A pandemic is a prolonged stressor that disrupts the normal life of the population and undoubtedly affects mass psychiatric conditions. At the outset of the pandemic, an excessive impact on mental functioning was identified and a further increase in psychopathologic symptoms was predicted [
78]. However, defense mechanisms (such as threat underestimation [
79] or humor [
80]) kept psychological states inert for some time. A possible basis for the recovery of mass mental functions is adaptation to prolonged stressors [
21]. Thus, the detected pattern of collective emotional tension can be explained as a result of the action of defense mechanisms in 2020, the disorder of adaptation of the population to a long-term stressor in 2021, and gradual adaptation to extreme conditions in 2022.
The presented scheme for determining seasonality may be of interest for various social practices. For example, by accumulating data on the severity of fluctuations in emotional tension in different regions, it will be possible to identify regions with an increased risk of chaotic mass behavior during periods of seasonal exacerbations. It is also useful to predict the possible deterioration of the collective emotional state in order to optimize the work of various social services that may face an increased flow of requests during unfavorable periods. It is possible to link the seasonality of emotional tension with the manifestation of mass somatic or mental disorders affecting the economic and social functioning of regions, etc.

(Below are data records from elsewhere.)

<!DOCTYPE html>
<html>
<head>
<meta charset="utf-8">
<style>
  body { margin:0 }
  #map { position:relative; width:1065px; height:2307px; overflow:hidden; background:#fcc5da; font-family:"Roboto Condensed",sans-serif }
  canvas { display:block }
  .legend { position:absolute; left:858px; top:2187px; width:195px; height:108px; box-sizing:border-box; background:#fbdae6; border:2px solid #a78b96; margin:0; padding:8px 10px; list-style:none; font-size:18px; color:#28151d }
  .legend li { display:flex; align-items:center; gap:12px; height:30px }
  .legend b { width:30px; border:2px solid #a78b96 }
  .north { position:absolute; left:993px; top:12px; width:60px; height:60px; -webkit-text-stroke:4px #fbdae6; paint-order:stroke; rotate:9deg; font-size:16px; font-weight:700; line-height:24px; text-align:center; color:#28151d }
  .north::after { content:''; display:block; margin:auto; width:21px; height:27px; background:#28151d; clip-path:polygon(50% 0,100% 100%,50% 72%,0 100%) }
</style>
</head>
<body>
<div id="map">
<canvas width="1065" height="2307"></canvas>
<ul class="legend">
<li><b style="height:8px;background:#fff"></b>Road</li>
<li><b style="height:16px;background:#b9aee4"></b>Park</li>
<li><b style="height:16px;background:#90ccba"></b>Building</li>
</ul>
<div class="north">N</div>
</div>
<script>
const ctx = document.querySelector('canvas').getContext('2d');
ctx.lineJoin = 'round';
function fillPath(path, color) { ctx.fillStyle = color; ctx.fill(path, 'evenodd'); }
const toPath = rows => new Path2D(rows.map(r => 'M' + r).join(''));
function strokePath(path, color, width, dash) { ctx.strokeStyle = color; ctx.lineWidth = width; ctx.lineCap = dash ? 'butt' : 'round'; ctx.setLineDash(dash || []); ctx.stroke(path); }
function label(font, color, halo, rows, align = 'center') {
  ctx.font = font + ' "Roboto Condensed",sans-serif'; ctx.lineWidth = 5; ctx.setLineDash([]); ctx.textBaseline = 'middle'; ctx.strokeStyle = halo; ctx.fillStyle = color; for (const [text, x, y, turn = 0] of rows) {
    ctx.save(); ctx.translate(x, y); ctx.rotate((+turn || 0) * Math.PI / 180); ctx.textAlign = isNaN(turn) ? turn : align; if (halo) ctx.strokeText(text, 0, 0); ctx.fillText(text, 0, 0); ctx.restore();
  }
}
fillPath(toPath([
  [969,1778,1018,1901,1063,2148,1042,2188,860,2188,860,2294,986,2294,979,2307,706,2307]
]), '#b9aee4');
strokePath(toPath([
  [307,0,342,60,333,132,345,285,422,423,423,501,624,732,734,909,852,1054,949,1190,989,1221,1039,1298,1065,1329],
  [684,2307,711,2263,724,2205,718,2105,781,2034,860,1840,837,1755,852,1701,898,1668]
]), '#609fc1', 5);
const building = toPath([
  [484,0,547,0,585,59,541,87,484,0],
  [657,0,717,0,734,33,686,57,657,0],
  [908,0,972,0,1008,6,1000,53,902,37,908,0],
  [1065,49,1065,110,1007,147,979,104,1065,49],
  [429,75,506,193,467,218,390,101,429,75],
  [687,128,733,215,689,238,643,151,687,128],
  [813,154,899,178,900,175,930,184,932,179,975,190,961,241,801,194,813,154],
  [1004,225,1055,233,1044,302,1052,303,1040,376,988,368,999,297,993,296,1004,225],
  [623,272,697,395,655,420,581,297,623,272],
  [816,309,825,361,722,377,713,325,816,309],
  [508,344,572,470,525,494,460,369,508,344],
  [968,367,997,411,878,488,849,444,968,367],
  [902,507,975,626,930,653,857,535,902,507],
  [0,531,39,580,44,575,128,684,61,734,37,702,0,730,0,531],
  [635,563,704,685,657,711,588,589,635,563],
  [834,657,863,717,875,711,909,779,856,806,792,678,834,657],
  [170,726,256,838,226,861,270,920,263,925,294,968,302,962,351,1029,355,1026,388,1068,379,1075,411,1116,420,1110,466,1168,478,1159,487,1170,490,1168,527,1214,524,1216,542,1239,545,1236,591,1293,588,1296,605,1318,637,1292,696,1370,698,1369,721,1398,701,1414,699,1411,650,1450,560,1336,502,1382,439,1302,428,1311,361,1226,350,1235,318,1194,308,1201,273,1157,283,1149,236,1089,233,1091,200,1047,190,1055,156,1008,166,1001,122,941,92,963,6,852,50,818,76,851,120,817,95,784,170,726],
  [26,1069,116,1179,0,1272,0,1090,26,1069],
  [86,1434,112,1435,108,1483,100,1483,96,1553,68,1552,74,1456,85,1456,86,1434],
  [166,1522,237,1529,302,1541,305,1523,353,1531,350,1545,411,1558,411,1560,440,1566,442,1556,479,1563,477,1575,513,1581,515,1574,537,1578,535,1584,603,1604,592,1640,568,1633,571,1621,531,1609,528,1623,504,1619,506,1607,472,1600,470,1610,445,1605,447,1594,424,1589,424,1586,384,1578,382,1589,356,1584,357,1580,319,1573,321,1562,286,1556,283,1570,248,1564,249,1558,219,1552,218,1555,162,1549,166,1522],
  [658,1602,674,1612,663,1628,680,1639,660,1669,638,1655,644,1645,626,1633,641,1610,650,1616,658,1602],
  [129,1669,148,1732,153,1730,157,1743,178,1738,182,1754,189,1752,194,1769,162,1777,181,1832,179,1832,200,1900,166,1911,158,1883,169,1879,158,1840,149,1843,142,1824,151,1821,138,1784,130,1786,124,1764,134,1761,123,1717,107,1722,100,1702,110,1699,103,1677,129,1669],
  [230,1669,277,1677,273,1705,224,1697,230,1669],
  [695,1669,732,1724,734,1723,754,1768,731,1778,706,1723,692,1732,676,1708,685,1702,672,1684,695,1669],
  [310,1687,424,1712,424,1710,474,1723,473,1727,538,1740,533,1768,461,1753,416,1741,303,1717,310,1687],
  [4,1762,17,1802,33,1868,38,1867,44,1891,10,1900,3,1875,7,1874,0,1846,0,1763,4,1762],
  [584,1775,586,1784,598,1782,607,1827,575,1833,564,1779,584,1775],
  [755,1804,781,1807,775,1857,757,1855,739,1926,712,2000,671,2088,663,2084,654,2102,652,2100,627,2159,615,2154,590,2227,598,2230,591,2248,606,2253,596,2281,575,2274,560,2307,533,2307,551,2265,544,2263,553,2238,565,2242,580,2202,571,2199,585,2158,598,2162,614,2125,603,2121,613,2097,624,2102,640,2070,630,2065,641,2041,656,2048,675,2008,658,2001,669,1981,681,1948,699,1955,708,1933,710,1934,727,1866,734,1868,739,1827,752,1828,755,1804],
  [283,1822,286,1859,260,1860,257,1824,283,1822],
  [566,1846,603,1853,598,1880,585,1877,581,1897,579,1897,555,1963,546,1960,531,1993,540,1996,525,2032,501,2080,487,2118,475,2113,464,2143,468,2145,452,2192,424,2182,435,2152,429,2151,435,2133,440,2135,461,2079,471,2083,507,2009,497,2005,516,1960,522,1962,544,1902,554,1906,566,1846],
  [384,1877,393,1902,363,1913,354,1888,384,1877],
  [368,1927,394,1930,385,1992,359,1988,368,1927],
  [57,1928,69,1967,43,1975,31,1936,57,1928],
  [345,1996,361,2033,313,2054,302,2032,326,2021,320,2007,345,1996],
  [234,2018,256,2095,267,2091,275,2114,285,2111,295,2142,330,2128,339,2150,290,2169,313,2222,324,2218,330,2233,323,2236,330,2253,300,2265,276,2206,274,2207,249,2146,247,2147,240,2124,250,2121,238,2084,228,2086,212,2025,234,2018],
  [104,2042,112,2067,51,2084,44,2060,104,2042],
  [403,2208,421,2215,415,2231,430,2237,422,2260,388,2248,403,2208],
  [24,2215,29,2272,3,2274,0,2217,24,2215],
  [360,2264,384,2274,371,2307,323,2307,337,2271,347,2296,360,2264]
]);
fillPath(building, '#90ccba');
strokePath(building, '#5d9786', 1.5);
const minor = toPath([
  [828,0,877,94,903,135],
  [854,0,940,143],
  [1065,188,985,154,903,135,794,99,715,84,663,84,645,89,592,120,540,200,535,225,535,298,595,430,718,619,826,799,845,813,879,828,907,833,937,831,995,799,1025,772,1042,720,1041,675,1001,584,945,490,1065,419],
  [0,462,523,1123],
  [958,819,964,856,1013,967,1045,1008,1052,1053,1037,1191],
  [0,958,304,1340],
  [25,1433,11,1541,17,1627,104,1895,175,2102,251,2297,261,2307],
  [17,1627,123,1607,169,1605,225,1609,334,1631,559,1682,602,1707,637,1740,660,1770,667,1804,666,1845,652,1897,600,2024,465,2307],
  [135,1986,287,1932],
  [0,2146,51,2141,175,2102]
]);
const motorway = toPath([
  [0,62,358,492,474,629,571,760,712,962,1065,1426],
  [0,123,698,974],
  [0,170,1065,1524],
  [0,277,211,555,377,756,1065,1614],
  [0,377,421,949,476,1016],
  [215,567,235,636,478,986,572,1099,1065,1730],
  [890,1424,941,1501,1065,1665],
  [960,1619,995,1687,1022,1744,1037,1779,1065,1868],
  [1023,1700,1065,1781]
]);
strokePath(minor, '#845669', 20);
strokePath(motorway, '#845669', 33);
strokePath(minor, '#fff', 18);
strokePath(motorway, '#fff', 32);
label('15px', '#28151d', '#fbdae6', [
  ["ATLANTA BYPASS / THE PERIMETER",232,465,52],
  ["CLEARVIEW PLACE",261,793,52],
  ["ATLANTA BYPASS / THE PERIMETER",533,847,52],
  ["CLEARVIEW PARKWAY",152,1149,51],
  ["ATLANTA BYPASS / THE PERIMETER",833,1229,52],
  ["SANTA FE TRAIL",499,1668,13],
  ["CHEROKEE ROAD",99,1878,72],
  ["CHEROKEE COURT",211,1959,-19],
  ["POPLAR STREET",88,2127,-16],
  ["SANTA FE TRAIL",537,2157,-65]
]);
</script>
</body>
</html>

Limitations and Future Work
This study raised many questions. We studied collective sentiment averaged over a large number of social media users. We do not know whether only users with pronounced emotional seasonal shifts affected the overall emotional tension in the network while others did not affect the tension at all, or whether all users contributed to some degree to the overall emotional tension online. To clarify this question, a special longitudinal study involving the identification of people with different emotional statuses is needed. For a meaningful characterization of “black days”, it is necessary to distinguish between days in which an instability of emotional tension is caused by a significant upward trend of the Trager coefficient (spikes of overexcitement) or a significant downward trend (spikes of apathy). Verification of the identified seasonal trends is possible both with the help of other methods for assessing emotional tension in online communication and by building up more texts for analysis. A promising direction for further research is to determine the emotional component of mood in addition to the assessment of emotional tension.
It should be noted that this study was conducted using data from one local social media community, which could potentially introduce bias. Thus, observations in other communities could show a different picture. In addition, this paper only considers the Trager coefficient to assess emotional tension, whereas our method could potentially be applied to other normally distributed psycholinguistic parameters. These limitations should be addressed in future work.